● **What the task requires**:
Records follow. Select each line holding "center".

Saved data entries
━━━━━━━━━━
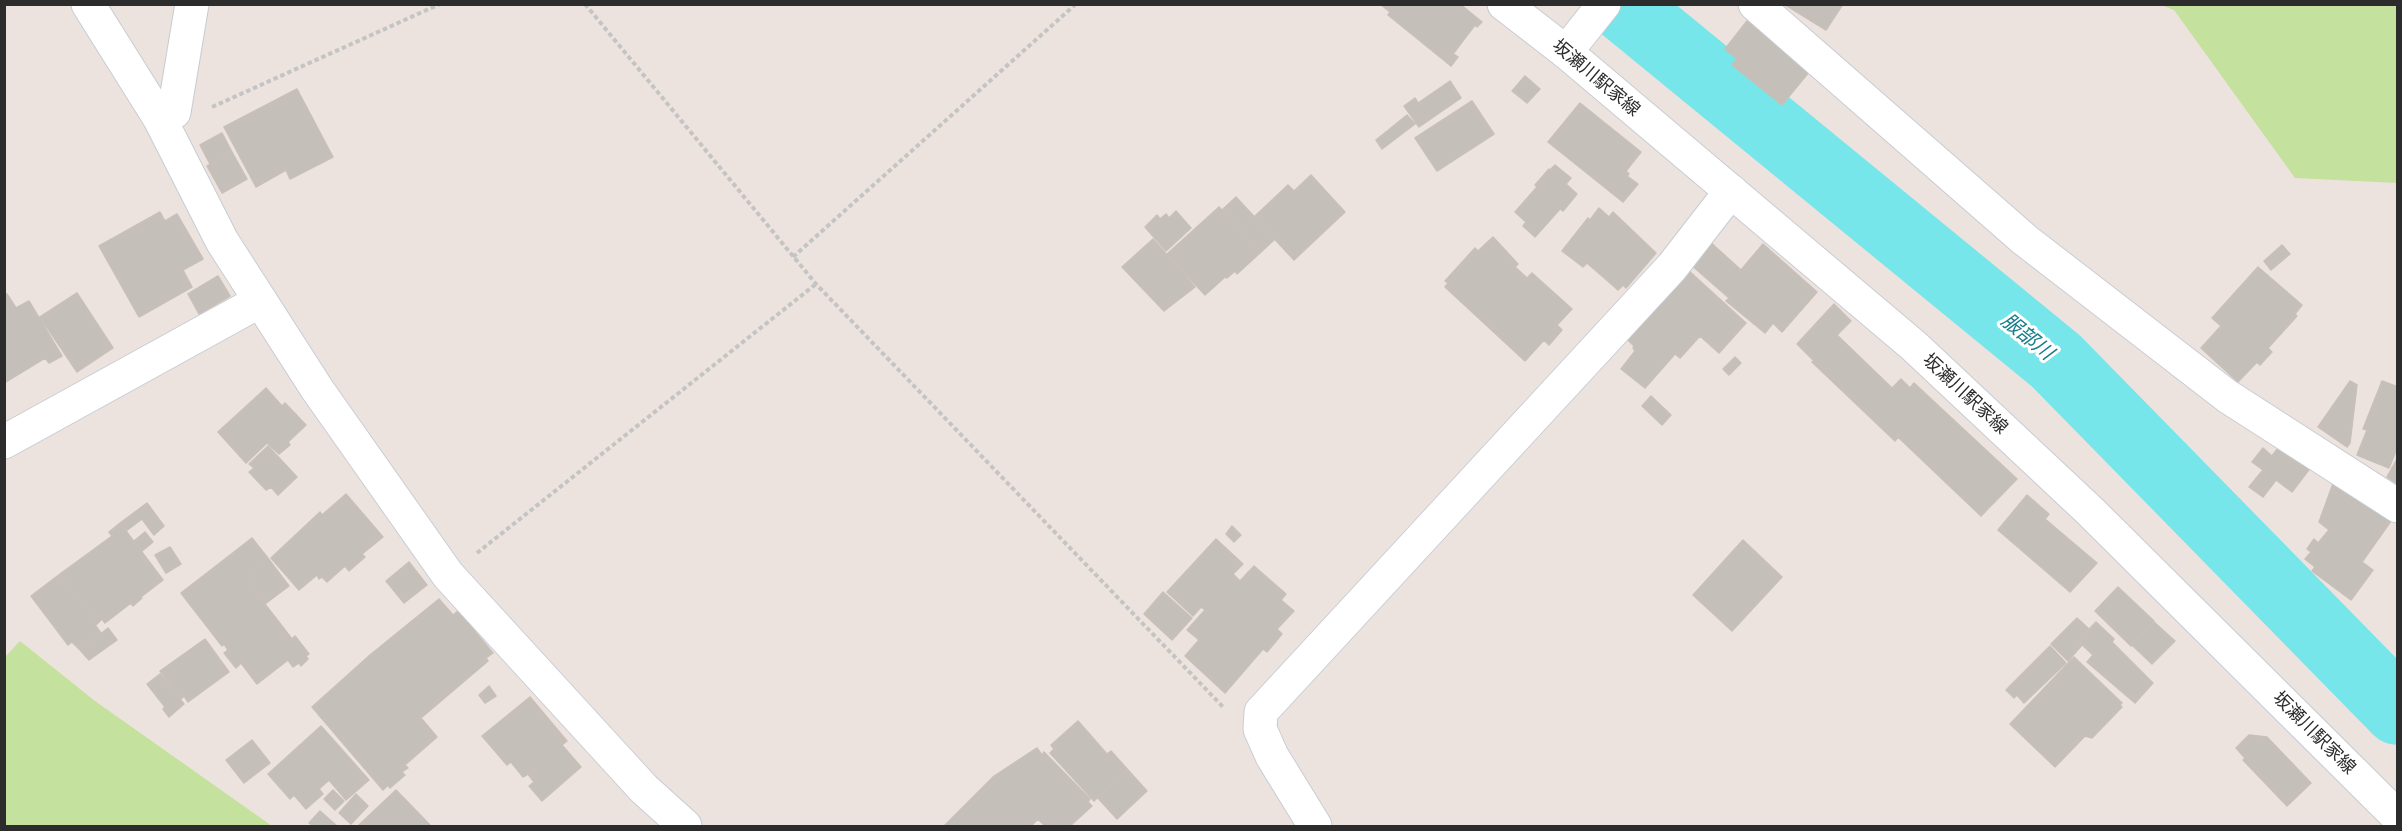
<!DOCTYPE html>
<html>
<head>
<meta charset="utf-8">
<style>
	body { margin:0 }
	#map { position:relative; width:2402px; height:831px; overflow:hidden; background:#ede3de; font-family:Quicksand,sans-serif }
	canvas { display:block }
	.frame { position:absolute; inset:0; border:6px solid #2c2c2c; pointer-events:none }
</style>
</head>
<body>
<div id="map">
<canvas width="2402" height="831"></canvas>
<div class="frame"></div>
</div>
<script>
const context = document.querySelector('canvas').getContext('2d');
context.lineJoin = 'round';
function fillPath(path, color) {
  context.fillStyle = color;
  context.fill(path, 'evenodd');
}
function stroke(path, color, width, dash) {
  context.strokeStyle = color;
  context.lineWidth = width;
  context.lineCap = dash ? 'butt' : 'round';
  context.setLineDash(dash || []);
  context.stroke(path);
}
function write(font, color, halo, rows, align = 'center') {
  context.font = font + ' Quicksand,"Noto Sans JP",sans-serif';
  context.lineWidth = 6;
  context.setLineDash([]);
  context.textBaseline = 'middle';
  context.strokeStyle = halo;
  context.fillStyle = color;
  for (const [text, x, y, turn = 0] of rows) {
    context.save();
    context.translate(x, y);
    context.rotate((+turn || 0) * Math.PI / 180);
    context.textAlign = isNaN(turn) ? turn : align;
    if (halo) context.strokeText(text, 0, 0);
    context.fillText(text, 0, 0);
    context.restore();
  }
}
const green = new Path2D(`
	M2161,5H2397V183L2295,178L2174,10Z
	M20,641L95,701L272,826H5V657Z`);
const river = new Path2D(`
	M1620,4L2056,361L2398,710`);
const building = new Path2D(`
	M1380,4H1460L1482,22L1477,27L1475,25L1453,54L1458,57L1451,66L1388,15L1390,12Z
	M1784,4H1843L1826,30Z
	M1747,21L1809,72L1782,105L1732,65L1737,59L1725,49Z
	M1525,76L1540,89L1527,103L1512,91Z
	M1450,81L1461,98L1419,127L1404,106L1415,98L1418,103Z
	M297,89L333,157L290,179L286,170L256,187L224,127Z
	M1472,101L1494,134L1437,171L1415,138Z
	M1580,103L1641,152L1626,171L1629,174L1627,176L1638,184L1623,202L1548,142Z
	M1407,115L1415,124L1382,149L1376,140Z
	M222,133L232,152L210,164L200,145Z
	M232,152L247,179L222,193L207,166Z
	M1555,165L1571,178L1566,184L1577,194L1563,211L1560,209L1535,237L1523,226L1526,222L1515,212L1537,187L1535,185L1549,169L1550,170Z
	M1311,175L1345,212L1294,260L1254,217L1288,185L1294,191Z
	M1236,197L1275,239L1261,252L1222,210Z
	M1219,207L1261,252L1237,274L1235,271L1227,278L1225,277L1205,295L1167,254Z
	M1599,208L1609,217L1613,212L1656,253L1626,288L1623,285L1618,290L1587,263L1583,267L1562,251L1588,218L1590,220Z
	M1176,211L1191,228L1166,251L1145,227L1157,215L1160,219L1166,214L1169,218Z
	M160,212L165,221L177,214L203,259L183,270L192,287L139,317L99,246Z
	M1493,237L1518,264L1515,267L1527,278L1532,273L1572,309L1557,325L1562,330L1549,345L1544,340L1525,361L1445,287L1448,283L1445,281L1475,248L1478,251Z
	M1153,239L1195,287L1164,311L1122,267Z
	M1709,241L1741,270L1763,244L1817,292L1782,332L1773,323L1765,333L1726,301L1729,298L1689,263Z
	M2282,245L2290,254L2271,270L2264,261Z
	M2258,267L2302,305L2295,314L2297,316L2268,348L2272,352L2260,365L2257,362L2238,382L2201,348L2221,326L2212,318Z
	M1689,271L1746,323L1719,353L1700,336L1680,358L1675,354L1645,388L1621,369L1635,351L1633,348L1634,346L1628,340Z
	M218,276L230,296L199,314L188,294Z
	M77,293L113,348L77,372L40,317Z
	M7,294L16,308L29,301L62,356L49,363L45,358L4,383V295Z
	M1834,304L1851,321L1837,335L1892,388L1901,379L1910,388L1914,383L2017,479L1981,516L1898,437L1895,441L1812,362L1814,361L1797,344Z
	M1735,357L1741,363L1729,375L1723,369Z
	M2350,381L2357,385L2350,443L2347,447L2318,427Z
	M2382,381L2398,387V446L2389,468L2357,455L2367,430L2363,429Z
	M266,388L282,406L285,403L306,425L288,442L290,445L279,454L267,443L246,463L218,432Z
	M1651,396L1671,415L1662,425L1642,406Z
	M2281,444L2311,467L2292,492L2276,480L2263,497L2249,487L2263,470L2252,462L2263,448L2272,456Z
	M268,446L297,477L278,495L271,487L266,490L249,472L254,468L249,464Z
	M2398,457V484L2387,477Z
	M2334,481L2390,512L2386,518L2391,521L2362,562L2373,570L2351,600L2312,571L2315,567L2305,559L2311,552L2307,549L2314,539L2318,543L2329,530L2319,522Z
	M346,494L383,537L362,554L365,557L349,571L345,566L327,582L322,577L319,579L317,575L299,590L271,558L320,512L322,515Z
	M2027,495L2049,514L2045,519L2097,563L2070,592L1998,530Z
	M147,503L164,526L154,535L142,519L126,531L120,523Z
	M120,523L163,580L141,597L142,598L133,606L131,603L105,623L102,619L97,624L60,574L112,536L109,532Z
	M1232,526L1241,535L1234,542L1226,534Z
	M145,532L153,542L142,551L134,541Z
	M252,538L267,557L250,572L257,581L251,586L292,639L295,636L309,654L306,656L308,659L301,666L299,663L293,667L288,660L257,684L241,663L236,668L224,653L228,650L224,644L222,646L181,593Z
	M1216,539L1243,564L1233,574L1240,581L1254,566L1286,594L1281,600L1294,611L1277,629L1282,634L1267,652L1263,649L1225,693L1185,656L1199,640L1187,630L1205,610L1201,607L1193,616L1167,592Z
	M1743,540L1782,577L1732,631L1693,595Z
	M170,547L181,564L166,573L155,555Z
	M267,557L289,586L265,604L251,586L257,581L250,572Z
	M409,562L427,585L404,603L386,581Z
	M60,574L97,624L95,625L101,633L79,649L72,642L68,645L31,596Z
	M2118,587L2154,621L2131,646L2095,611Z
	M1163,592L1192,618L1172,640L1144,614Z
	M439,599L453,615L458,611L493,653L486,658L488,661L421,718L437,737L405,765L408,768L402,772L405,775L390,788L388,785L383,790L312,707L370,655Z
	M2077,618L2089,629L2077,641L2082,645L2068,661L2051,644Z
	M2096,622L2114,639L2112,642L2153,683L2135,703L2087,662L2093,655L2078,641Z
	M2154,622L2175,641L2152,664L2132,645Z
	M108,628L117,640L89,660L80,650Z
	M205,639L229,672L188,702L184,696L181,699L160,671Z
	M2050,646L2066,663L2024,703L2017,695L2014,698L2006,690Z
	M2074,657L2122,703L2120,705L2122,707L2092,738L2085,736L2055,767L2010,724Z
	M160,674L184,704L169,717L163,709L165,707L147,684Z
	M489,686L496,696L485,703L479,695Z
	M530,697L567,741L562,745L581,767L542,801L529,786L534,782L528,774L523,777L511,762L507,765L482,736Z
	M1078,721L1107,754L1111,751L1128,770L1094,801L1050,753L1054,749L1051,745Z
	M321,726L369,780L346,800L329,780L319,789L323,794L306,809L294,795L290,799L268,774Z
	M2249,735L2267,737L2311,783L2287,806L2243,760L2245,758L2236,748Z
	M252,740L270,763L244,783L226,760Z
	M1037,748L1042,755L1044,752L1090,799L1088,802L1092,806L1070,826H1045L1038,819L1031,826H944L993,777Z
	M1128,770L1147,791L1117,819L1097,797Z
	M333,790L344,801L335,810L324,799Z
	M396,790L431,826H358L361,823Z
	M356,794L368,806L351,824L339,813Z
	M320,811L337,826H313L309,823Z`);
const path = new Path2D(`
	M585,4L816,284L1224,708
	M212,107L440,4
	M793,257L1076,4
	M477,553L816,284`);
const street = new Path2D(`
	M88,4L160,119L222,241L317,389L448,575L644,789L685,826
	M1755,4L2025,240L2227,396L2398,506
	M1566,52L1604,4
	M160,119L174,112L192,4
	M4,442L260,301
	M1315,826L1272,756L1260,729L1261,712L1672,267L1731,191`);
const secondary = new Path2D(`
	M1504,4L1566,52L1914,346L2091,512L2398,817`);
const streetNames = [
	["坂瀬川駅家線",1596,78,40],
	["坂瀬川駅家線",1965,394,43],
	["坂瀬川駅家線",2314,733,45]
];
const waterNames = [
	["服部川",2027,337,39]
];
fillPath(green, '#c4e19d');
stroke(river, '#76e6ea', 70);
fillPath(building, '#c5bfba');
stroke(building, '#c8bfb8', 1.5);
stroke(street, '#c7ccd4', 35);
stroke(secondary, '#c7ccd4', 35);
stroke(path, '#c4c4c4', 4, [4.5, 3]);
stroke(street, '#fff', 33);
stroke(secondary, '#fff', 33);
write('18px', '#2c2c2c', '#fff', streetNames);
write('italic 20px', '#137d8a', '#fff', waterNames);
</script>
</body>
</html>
━━━━━━━━━━
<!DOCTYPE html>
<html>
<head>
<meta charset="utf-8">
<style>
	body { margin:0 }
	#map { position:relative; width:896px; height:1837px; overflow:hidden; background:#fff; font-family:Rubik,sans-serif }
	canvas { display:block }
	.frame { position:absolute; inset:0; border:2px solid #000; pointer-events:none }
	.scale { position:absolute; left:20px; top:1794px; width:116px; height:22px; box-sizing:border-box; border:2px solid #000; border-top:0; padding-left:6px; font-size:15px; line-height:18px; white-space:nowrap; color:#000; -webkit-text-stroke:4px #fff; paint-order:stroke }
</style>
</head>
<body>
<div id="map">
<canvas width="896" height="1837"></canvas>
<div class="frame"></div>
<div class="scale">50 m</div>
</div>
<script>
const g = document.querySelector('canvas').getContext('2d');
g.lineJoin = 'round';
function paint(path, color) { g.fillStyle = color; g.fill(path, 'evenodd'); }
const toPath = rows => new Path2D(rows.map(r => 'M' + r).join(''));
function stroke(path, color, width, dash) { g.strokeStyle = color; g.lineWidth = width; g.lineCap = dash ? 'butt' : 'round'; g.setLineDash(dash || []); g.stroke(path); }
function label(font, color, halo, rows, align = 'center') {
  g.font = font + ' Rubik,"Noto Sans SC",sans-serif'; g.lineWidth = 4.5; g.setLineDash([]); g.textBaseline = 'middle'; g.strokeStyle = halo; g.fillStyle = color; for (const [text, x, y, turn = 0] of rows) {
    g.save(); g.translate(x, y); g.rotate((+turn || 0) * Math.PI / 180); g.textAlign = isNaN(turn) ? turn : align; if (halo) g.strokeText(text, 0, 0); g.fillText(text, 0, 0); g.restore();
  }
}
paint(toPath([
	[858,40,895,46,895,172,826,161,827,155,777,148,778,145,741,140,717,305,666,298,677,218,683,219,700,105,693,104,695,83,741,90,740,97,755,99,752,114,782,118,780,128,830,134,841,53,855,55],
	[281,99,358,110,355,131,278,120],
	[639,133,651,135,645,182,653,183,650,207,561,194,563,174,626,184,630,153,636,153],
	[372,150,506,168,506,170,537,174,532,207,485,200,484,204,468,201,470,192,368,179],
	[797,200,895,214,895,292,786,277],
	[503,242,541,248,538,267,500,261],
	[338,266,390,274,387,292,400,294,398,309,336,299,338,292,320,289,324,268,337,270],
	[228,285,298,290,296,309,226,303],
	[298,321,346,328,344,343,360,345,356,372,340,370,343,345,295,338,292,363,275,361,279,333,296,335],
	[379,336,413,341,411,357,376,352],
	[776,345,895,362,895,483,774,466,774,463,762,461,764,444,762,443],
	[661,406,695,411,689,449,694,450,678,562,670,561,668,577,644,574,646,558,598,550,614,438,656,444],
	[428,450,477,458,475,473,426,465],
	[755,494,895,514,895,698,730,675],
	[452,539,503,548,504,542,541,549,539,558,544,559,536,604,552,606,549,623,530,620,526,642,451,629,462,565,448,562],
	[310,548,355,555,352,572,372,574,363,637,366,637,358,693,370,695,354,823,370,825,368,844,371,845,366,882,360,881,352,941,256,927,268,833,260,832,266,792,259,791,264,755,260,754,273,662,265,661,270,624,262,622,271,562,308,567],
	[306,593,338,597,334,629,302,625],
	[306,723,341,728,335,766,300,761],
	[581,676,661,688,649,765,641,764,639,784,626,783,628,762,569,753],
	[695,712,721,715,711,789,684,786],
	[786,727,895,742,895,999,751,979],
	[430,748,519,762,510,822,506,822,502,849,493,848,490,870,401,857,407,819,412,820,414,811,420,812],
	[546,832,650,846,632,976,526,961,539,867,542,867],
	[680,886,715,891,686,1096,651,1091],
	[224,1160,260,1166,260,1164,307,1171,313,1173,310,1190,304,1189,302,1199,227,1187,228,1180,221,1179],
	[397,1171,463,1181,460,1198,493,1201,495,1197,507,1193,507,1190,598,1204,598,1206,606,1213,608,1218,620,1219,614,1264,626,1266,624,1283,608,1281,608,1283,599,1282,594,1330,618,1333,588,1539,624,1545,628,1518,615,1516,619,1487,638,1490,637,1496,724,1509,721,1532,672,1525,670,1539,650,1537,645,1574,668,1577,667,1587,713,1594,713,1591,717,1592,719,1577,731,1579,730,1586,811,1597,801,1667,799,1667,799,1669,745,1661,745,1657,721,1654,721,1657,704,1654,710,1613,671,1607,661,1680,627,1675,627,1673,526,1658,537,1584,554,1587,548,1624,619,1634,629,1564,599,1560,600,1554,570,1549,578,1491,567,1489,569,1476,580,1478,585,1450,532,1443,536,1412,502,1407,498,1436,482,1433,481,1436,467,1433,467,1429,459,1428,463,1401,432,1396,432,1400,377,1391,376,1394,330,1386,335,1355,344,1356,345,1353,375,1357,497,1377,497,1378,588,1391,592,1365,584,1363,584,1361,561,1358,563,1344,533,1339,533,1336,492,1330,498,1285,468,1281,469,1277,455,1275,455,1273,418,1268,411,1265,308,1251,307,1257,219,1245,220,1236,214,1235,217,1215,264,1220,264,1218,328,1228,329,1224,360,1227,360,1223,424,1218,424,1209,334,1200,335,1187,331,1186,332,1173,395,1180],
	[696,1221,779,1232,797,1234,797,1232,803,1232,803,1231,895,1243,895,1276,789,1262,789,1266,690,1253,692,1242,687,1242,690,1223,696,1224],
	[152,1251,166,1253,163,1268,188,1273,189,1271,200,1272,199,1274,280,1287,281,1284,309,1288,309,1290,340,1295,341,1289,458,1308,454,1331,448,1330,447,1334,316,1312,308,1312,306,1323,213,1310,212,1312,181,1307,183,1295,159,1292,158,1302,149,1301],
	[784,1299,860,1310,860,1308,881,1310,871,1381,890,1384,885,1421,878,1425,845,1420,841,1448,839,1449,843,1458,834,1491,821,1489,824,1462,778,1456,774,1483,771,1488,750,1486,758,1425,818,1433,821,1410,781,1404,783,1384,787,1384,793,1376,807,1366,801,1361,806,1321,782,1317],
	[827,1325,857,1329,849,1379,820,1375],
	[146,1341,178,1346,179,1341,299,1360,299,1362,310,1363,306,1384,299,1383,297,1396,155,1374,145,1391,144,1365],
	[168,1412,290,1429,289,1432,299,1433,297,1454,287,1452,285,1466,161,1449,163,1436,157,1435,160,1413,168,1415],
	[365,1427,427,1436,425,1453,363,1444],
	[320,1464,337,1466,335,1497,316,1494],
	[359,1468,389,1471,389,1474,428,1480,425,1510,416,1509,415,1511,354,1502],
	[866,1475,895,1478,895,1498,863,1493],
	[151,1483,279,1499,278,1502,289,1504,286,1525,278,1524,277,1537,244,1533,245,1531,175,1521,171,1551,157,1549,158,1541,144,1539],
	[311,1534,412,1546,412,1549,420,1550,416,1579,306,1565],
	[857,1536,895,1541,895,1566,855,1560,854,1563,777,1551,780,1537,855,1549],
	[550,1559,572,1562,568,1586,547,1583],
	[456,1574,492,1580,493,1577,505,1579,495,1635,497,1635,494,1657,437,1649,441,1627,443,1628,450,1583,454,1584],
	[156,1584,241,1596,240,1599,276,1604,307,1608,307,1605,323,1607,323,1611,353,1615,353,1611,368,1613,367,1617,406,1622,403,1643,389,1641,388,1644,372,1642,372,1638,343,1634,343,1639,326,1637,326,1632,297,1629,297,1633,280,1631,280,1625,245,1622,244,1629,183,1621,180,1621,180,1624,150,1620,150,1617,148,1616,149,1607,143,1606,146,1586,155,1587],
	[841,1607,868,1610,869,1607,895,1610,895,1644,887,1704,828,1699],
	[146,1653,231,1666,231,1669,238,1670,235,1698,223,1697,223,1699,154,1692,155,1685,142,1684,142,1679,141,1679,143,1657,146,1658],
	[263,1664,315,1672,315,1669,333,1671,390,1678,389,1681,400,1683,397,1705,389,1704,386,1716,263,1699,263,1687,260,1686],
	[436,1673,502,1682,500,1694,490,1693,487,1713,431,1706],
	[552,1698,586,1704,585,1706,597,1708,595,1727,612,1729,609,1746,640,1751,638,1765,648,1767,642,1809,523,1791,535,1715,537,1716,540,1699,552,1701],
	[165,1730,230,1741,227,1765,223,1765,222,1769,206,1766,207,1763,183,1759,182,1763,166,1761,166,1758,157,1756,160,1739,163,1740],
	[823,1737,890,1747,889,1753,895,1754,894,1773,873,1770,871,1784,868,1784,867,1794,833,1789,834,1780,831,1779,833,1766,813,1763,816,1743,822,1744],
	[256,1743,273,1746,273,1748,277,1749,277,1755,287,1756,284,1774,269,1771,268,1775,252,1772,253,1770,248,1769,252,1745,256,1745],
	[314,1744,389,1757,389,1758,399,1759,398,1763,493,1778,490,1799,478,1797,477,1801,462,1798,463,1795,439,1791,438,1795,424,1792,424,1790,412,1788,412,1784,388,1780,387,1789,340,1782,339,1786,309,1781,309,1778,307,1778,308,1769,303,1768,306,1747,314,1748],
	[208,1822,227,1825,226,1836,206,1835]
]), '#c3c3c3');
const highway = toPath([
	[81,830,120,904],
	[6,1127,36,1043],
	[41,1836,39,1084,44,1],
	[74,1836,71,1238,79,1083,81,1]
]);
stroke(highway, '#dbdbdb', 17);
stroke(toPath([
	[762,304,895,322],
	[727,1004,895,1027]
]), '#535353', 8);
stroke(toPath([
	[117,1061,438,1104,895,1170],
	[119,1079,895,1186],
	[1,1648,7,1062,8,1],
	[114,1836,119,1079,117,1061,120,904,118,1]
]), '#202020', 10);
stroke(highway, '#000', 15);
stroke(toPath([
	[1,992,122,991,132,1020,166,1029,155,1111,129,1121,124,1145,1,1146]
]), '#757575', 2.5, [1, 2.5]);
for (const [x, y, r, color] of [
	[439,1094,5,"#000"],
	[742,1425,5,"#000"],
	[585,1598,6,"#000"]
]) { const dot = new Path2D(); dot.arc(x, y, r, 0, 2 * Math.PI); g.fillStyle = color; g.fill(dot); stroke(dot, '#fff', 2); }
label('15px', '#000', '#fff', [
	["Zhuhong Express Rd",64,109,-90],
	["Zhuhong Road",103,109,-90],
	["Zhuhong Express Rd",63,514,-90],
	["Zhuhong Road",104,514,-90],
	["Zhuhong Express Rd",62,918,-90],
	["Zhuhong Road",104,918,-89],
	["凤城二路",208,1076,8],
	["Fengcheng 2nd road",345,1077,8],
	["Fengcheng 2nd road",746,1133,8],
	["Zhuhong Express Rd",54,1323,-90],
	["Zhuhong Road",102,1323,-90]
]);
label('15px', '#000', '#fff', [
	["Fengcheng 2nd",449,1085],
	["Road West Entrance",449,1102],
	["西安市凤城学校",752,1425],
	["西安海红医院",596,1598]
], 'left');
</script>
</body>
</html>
━━━━━━━━━━
● **Answer below**:
function write(font, color, halo, rows, align = 'center') {
function label(font, color, halo, rows, align = 'center') {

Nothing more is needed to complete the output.